Prep Time 10 minutes
Resting Time 30 minutes
Total Time 40 minutes
Course Dessert
Cuisine French
Servings 8

Ingredients
  

  • 1 stick plus 3 tablespoons cold unsalted butter, cubed
  • 2 cups all-purpose flour
  • cups granulated sugar
  • ¼ tbsp salt
  • 1 tbsp lemon zest
  • 1 egg yolk
  • 1 tbsp vanilla extract

Instructions
 

  • Butter a 10 inch tart pan and set aside. In food processor or by hand, combine the flour, sugar, salt, and lemon zest. Pulse about ten times.
  • Add butter and pulse until mix is uniform and butter is pea sized. Add in egg yolk and vanilla and pulse until just incorporated. Refrigerate for an hour (I froze for just over 30 minutes.)
  • Knead dough on flat surface. Press dough into tart pan until 1/4 inch thick. Make sure to press dough into the grooves of the pan and level out the dough thickness throughout the base.
  • Preheat oven to 375 degrees.
  • Add pie weights/beans to the tart on top of parchment paper or aluminum foil. I felt my outer edges got a little dark,so you might want to cover the edges with additional foil to prevent over-darkening.
  • Bake for 20 minutes, remove the weights, and bake an additional 10-15 minutes, but watch the tart for the right level of golden color. It should dry out, ideally. Set aside to cool.
Keyword crust, dough, pate sucree, tart, tarts

Pear Frangipane Tart

Mimi
This Pear Frangipane Tart is a French classic for autumn pears: a buttery pate sucree tart crust filled with Frangipane filling and Bosc pears soaked in brandy.
Prep Time 15 minutes
Cook Time 45 minutes
Course Dessert
Cuisine French
Servings 8

Ingredients
  

  • 1 stick unsalted butter, softened
  • ½ cup granulated sugar
  • 1 cup almond flour
  • 3 eggs, room temperature
  • 1 tbsp all-purpose flour
  • 1 tsp vanilla extract
  • ½ lemon zest
  • 1 tbsp dark rum

Instructions
 

  • You can mix the Frangipane by hand easily, or with an electric/hand mixer. Combine butter and sugar and beat until creamy.
  • Lower speed, and add almond flour, followed by one egg, followed by almond flour, one egg, and one last round of almond flour and a one egg, making sure to incorporate every time.
  • Add additional flour and then add vanilla, lemon zest,and rum (dark preferably). Once combined, do not over mix.
  • Assembling the Tart: Take 3-4 of the best pears and pat them dry of the excess soaking liquid.
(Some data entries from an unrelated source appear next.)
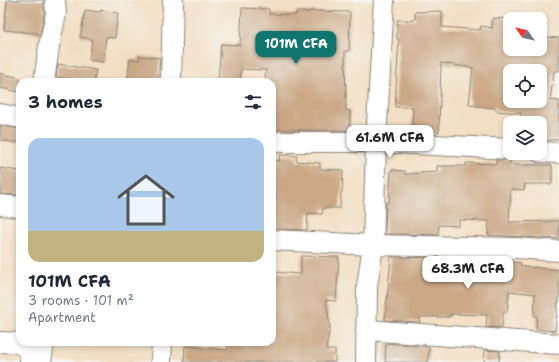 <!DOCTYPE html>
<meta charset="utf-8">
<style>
:root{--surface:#fff;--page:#f2f2f3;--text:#1f2937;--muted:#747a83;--accent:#0f766e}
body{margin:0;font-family:"Shantell Sans",sans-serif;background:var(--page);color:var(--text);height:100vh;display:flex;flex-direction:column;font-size:15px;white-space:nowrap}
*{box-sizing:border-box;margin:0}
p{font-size:13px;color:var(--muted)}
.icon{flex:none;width:22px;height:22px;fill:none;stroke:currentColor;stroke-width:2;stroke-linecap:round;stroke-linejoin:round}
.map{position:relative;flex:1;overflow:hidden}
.sheet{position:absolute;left:16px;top:78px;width:260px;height:268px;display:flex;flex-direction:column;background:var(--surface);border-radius:12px;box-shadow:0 2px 6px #0003}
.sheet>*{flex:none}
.needle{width:26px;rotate:304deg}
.controls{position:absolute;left:503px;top:12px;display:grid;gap:8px}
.controls a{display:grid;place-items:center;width:44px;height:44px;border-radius:8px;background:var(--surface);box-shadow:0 2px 6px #0003;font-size:20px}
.price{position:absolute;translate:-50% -34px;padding:0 9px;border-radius:8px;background:#fff;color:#222;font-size:13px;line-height:26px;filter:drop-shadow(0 1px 2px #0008)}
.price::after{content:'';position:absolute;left:50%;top:24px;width:12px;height:9px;margin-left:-6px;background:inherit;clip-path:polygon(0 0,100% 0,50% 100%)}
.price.active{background:var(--accent);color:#fff}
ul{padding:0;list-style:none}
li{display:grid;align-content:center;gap:8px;height:212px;padding:0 12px}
li span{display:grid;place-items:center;height:124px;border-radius:12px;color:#555}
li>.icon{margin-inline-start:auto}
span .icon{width:72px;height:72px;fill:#fffc;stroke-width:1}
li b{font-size:17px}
h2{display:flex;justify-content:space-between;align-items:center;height:48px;padding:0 12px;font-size:17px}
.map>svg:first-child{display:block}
.building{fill:#caa886;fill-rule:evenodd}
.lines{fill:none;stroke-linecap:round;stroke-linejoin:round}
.minor-casing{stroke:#8e8477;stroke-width:22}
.minor{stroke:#fff;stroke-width:20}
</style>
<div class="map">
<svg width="559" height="362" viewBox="0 0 559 362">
<rect width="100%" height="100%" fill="#f6f6f2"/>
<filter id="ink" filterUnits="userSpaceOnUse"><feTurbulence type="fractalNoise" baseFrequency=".025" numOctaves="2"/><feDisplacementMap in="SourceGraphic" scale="8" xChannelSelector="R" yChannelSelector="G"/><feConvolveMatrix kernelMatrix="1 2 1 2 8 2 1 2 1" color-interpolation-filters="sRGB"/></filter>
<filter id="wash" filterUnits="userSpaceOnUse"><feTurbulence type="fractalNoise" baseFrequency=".012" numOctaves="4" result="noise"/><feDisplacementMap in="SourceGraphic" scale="16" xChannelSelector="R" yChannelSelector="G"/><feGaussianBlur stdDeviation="0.9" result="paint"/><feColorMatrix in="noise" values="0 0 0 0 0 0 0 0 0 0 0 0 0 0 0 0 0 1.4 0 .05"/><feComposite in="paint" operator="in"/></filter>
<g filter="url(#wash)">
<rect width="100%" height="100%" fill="#f2dec3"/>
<g id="blocks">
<g class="building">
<path d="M 7,0 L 44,0 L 44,13 L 40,35 L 36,33 L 4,30 Z"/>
<path d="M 242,8 L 269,9 L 269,14 L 296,15 L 296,12 L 310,12 L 310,11 L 350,12 L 349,51 L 345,51 L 346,110 L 350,111 L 350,130 L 298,130 L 272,129 L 272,82 L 265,82 L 266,70 L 241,69 L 240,82 L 218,82 L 221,44 L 240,45 Z"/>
<path d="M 85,10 L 101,12 L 101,10 L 118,13 L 115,38 L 106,37 L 103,62 L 89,60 L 92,39 L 80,37 Z"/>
<path d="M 442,11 L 442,27 L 480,30 L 481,26 L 492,28 L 493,18 L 508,19 L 507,46 L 510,46 L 510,49 L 543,49 L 544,37 L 559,38 L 559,71 L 554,71 L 550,100 L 559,101 L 559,139 L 540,141 L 540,123 L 520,123 L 521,113 L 496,111 L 496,108 L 469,105 L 473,68 L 441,63 L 439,132 L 412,130 L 413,107 L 395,107 L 399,39 L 397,39 L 397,20 L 415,20 L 415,12 ZM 510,71 L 540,71 L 540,101 L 510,101 Z"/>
<path d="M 139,56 L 160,58 L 158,82 L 127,82 L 130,59 L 139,60 Z"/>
<path d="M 58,64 L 96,70 L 94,82 L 56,77 Z"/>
<path d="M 0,73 L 20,78 L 20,92 L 0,88 Z"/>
<path d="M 0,126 L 20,129 L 17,143 L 0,140 Z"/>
<path d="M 280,155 L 297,156 L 296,161 L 320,163 L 320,169 L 343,170 L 342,192 L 341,192 L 340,208 L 323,208 L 322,214 L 308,213 L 307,230 L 272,229 L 272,160 L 279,161 Z"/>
<path d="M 496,160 L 510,160 L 510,165 L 552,165 L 552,184 L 525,184 L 524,190 L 511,189 L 509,222 L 559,221 L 559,239 L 488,235 L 489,221 L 459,220 L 459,226 L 439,225 L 438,235 L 385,234 L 386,203 L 389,202 L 391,170 L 405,171 L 405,174 L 437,172 L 437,166 L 466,166 L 466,163 L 496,164 Z"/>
<path d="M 0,168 L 20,171 L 20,195 L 0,194 Z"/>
<path d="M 301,256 L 339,257 L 336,301 L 326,300 L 330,327 L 326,350 L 335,350 L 335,362 L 184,362 L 185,346 L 227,350 L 228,342 L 272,342 L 272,272 L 301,274 Z"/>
<path d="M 391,257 L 453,258 L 453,262 L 505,261 L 521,263 L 521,266 L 559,270 L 559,302 L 558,302 L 555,331 L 536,329 L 537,316 L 534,316 L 535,294 L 509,291 L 507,312 L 503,312 L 502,328 L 486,327 L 487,315 L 450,314 L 450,317 L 420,317 L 420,322 L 385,320 Z"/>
<path d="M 386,343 L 429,347 L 428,362 L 385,362 Z"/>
<path d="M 485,350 L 500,351 L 499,362 L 484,362 Z"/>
</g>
</g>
</g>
<g filter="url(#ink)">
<use href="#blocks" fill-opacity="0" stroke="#8e8477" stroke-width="1"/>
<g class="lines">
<g class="minor-casing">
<g id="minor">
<path d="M 44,82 L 49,46 L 56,14 L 55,0"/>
<path d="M 171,82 L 173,0"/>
<path d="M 0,114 L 20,118"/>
<path d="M 272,142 L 376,142 L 510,149"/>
<path d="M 540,152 L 559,153"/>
<path d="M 0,205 L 20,207"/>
<path d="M 272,240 L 373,245 L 516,248 L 559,251"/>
<path d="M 366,330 L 559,344"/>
<path d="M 0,342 C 15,342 31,342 30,362"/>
<path d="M 41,362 L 44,342"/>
<path d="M 161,362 L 162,342"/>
<path d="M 366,362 L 367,287 L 373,245 L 376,142 L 384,0"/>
</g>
</g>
<use href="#minor" class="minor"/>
</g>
</g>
</svg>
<div class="controls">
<a><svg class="needle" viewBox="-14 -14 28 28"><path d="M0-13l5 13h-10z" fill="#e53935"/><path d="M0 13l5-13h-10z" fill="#747a83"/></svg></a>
<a><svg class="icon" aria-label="locate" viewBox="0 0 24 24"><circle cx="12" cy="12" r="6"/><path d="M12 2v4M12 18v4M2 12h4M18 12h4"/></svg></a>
<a><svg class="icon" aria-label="layers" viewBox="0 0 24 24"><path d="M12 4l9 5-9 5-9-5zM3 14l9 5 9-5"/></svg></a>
</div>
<b class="price active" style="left:296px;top:65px">101M CFA</b>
<b class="price" style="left:390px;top:159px">61.6M CFA</b>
<b class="price" style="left:468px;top:290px">68.3M CFA</b>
<section class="sheet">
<h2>3 homes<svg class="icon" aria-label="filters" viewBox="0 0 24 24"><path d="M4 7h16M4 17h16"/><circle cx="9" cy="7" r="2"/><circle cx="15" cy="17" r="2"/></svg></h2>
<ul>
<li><span style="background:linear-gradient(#a9c7e8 75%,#c2b280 0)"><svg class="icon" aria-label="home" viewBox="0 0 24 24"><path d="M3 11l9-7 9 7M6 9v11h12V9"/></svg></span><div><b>101M CFA</b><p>3 rooms · 101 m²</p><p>Apartment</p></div></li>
</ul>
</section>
</div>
Slice each in half and carefully remove core without altering the shape. Slice horizontally across each pear and gently fan them out just a tad to lengthen (I made the mistake of doing this once the pears were on the Frangipane and they simply sunk a bit.)
  • Inside the cooled tart shell, spoon in the Frangipane Cream and level off. Take the halved sliced pears and carefully lay them down in whatever formation suits you best. I did a nice five-pointed star and added a little piece of pear in the center, plus lines of flaked almonds on either side of each pear. Looking back, I would have liked to add in more pear, since some of the tart slices are pear-less (not that there is anything in the world wrong with Frangipane Tart…have you been reading my posts?)
  • Bake at 375 degrees for 45-50 minutes, until the Frangipane is a deep golden brown, and the Frangipane around the pears does not look underdone. The sides will come away a bit as well. Allow to cool for 10-15 minutes, before removing the sides of the tart pan. Dust with confectioners sugar if desired for additional snowflake effect.